Diizinkannya penggunaan batubara minimal 30 persen pada tahun 2025 dan 25 persen pada tahun 2050 sebagaimana terdapat dalam dokumen Enhanced NDC Indonesia, kata dia, bertentangan dengan rekomendasi Panel Ahli Pemerintah tentang Perubahan Iklim (IPCC) untuk mencapai target peningkatan suhu tidak melebihi 1,5 derajat celsius. Rekomendasi IPCC mengharuskan pengurangan batubara dalam sektor kelistrikan sebesar 80 persen dari level 2010 pada 2030 dengan memensiunkan batubara pada 2040.
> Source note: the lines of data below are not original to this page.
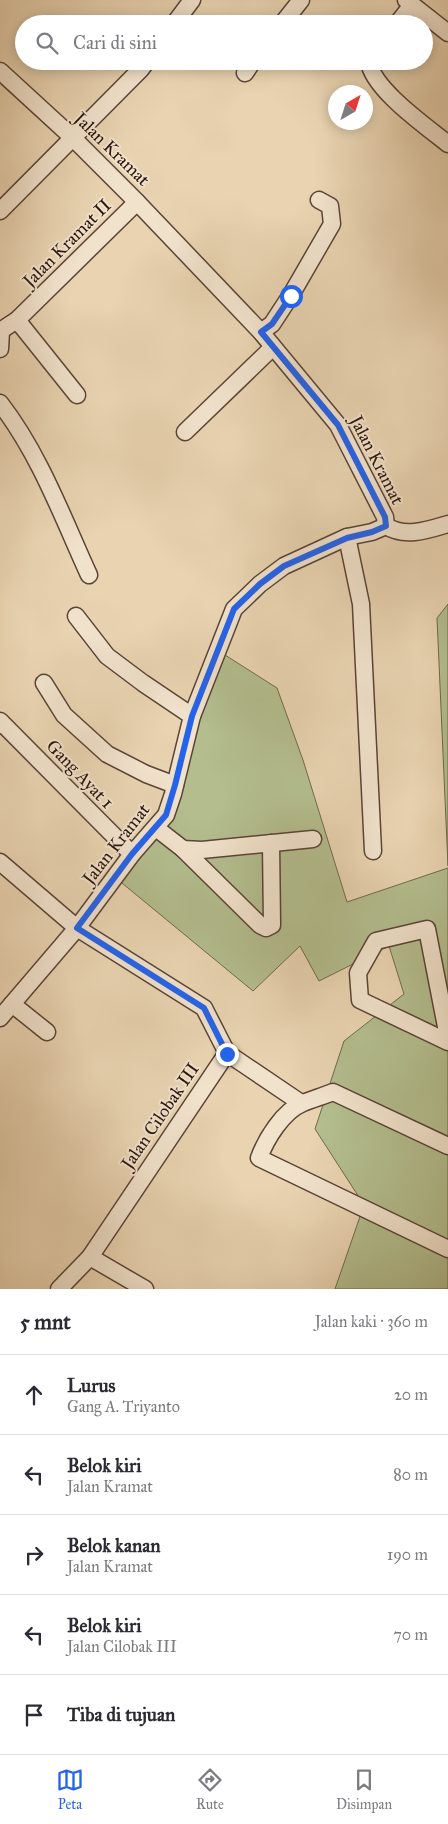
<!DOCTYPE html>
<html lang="id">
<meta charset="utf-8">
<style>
body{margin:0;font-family:"IM FELL Great Primer",serif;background:#f7f7f7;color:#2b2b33}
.compass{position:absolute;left:328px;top:85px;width:45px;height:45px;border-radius:50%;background:#fff;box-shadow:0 2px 12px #0003;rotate:39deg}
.stop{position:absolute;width:15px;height:15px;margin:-11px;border:4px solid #2563eb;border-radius:50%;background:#fff}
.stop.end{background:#2563eb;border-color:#fff;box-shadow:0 1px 5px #0008}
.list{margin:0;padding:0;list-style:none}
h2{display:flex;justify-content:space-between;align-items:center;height:65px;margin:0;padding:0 20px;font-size:21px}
h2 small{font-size:16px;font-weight:400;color:#7c7c81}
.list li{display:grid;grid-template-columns:32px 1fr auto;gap:15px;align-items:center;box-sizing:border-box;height:80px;padding:0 20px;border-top:1px solid #e1e1e2}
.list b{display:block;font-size:19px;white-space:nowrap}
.list p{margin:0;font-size:16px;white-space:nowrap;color:#7c7c81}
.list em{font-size:16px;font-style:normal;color:#7c7c81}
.icon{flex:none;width:28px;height:28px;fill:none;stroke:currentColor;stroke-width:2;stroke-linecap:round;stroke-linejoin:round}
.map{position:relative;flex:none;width:448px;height:1289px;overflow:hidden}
.search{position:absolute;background:#fff;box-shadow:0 2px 12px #0003;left:15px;right:15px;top:15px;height:55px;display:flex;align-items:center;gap:12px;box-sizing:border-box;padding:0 18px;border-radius:28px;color:#7c7c81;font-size:19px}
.sheet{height:465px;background:#fff}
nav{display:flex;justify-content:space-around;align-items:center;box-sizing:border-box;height:70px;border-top:1px solid #e1e1e2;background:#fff;font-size:14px;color:#7c7c81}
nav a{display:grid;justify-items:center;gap:2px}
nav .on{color:#2563eb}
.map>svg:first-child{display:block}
.green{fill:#b3bd8e;stroke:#6f694e}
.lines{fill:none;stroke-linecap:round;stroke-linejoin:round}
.minor-casing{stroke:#5a4436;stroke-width:19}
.minor{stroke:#f1e2cc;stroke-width:16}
.route{stroke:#2563eb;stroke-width:6}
.labels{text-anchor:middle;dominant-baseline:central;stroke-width:4;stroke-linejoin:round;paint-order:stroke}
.street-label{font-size:18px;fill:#2b150d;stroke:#f1e2cc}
</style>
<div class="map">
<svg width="448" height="1289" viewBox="0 0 448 1289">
<rect width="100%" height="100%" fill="#e9d3b1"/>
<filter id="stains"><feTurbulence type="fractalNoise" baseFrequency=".004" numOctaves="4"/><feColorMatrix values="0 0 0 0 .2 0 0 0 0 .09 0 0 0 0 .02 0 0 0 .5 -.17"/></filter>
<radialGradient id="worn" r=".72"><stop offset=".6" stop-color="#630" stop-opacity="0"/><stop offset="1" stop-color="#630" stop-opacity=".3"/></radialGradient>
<g class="green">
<polygon points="448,604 448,866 437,618"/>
<polygon points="214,648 277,688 303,760 347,902 448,868 448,1289 335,1289 364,1205 315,1129 344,1041 404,994 389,946 319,981 300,946 253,991 111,874 166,804"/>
</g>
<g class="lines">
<g class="minor-casing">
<g id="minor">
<polyline points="406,0 448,33"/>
<polyline points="174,24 192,0"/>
<polyline points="282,24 301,0"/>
<polyline points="397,24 412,5"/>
<path d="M369,61C371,88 427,127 448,144"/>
<polyline points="0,71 72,137 137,202 261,332 338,425 385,517 386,526 372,532 347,537 284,566 260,584 234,609 192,716 173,794 166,815 132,854 77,928 0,1018"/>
<polyline points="245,73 253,61"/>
<polyline points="0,211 141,69 147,61"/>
<polyline points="17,320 77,395"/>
<polyline points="0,331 17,320 137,202"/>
<polyline points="261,332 272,324 291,295 332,224 330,206 319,200"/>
<polyline points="0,349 1,331"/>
<path d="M0,403C40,455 62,516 89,575"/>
<polyline points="185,432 273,347"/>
<path d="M386,526C405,538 428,530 448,524"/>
<polyline points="347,537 361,604 373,851"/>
<polyline points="76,616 107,656 143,683 192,716"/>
<polyline points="44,683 64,715 107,754 146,774 175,785"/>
<polyline points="0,721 132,854"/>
<polyline points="156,828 183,849 202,850 313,839"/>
<polyline points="183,849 260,925 266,928 272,925 271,843"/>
<polyline points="0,862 77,928 204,1008 227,1053"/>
<polyline points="12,1004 47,1032"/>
<polyline points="448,1037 427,929 376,941 358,973 360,1000 448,1042"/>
<polyline points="227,1053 301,1103"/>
<path d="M448,1146L333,1092C323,1096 313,1099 303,1103C283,1111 266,1139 259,1158L448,1249"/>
<polyline points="90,1257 145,1289"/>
<polyline points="59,1289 90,1257 227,1053"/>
</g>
</g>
<use href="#minor" class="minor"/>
</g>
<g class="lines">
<polyline class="route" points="227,1054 204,1008 77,928 132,854 166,815 175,785 192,716 234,609 260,584 284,566 347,538 372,532 386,526 385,517 338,425 261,332 272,324 291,296"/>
</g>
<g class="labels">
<g class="street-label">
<text transform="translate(112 149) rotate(44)">Jalan Kramat</text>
<text transform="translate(67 243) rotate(-45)">Jalan Kramat II</text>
<text transform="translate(377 460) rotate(63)">Jalan Kramat</text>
<text transform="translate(80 774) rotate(46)">Gang Ayat 1</text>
<text transform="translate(116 844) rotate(-52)">Jalan Kramat</text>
<text transform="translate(160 1116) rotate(-56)">Jalan Cilobak III</text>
</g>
</g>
<rect width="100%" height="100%" filter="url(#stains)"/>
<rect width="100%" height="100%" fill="url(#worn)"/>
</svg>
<svg class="compass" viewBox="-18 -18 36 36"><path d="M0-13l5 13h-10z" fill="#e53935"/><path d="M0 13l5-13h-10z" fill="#7c7c81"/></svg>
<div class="stop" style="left:291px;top:296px"></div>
<div class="stop end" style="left:227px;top:1054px"></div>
<div class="search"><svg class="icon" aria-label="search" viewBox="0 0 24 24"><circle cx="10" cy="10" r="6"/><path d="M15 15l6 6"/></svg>Cari di sini</div>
</div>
<section class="sheet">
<h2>5 mnt<small>Jalan kaki · 360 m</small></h2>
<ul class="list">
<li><svg class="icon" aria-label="ahead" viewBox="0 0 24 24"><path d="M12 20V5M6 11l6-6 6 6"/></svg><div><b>Lurus</b><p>Gang A. Triyanto</p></div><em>20 m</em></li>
<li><svg class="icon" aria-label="left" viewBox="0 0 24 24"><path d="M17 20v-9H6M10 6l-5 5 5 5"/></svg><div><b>Belok kiri</b><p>Jalan Kramat</p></div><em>80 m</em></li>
<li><svg class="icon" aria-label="right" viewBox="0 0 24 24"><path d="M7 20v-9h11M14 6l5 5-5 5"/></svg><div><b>Belok kanan</b><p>Jalan Kramat</p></div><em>190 m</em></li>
<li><svg class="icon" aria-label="left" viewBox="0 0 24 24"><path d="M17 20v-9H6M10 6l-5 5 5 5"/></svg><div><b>Belok kiri</b><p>Jalan Cilobak III</p></div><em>70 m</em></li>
<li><svg class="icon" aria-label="arrive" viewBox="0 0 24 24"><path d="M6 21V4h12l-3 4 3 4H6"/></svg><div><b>Tiba di tujuan</b></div></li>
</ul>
</section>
<nav>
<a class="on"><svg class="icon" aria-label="map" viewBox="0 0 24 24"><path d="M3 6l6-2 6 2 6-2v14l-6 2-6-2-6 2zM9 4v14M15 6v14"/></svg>Peta</a>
<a><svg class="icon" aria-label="directions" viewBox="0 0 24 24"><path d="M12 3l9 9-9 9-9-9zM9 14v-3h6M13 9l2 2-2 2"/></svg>Rute</a>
<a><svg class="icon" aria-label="saved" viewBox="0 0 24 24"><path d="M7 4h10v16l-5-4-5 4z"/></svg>Disimpan</a>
</nav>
Selain itu, Adila juga mempertanyakan rencana Pemerintah Indonesia untuk menggunakan co-firing atau menyubstitusi batubara pada PLTU batubara dengan 9 juta ton biomassa. Penggunaan biomassa dalam jumlah besar ini akan membutuhkan industri biomassa skala besar dengan tantangan teknis dan finansial yang besar, terutama untuk mendapatkan biomassa berkualitas.
KOMPAS/AGUS SUSANTO
Akivitas di Pembangkit Listrik Tenaga Uap (PLTU) Sintang, Kabupaten Sintang, Kalimantan Barat, Senin (11/10/2021). PLTU Sintang salah satu lokasi yang memiliki ketersediaan bahan bakar co-firing dalam hal ini cangkang sawit yang besar. Penghematan bahan bakar batubara dapat dihemat hingga 10 persen dengan metode co-firing menggunakan cangkang sawit.
Padahal, pencampuran 5 persen biomassa untuk co-firing hanya akan mengurangi emisi CO2 sebesar 3,2 persen. Belum lagi ada risiko jejak karbon pada perluasan lahan untuk biomassa, proses produksi pelet, dan juga distribusi.
”Enhanced NDC juga masih mencantumkan solusi palsu, yaitu penggunaan B40 sebesar 100 persen pada 2030 yang tidak akan mengurangi emisi karbon secara signifikan dari sektor energi. Rencana pengembangan biodiesel ini juga akan membawa risiko ekonomi dan lingkungan bagi Indonesia,” katanya.
”Berdasarkan laporan Greenpeace Indonesia bersama Lembaga Penyelidikan Ekonomi Masyarakat Universitas Indonesia pada 2020, implementasi B40 akan semakin mempercepat ekstensifikasi lahan sawit yang berpotensi membutuhkan perluasan lahan baru dan mengancam luasan hutan tersisa,” ujar Adila.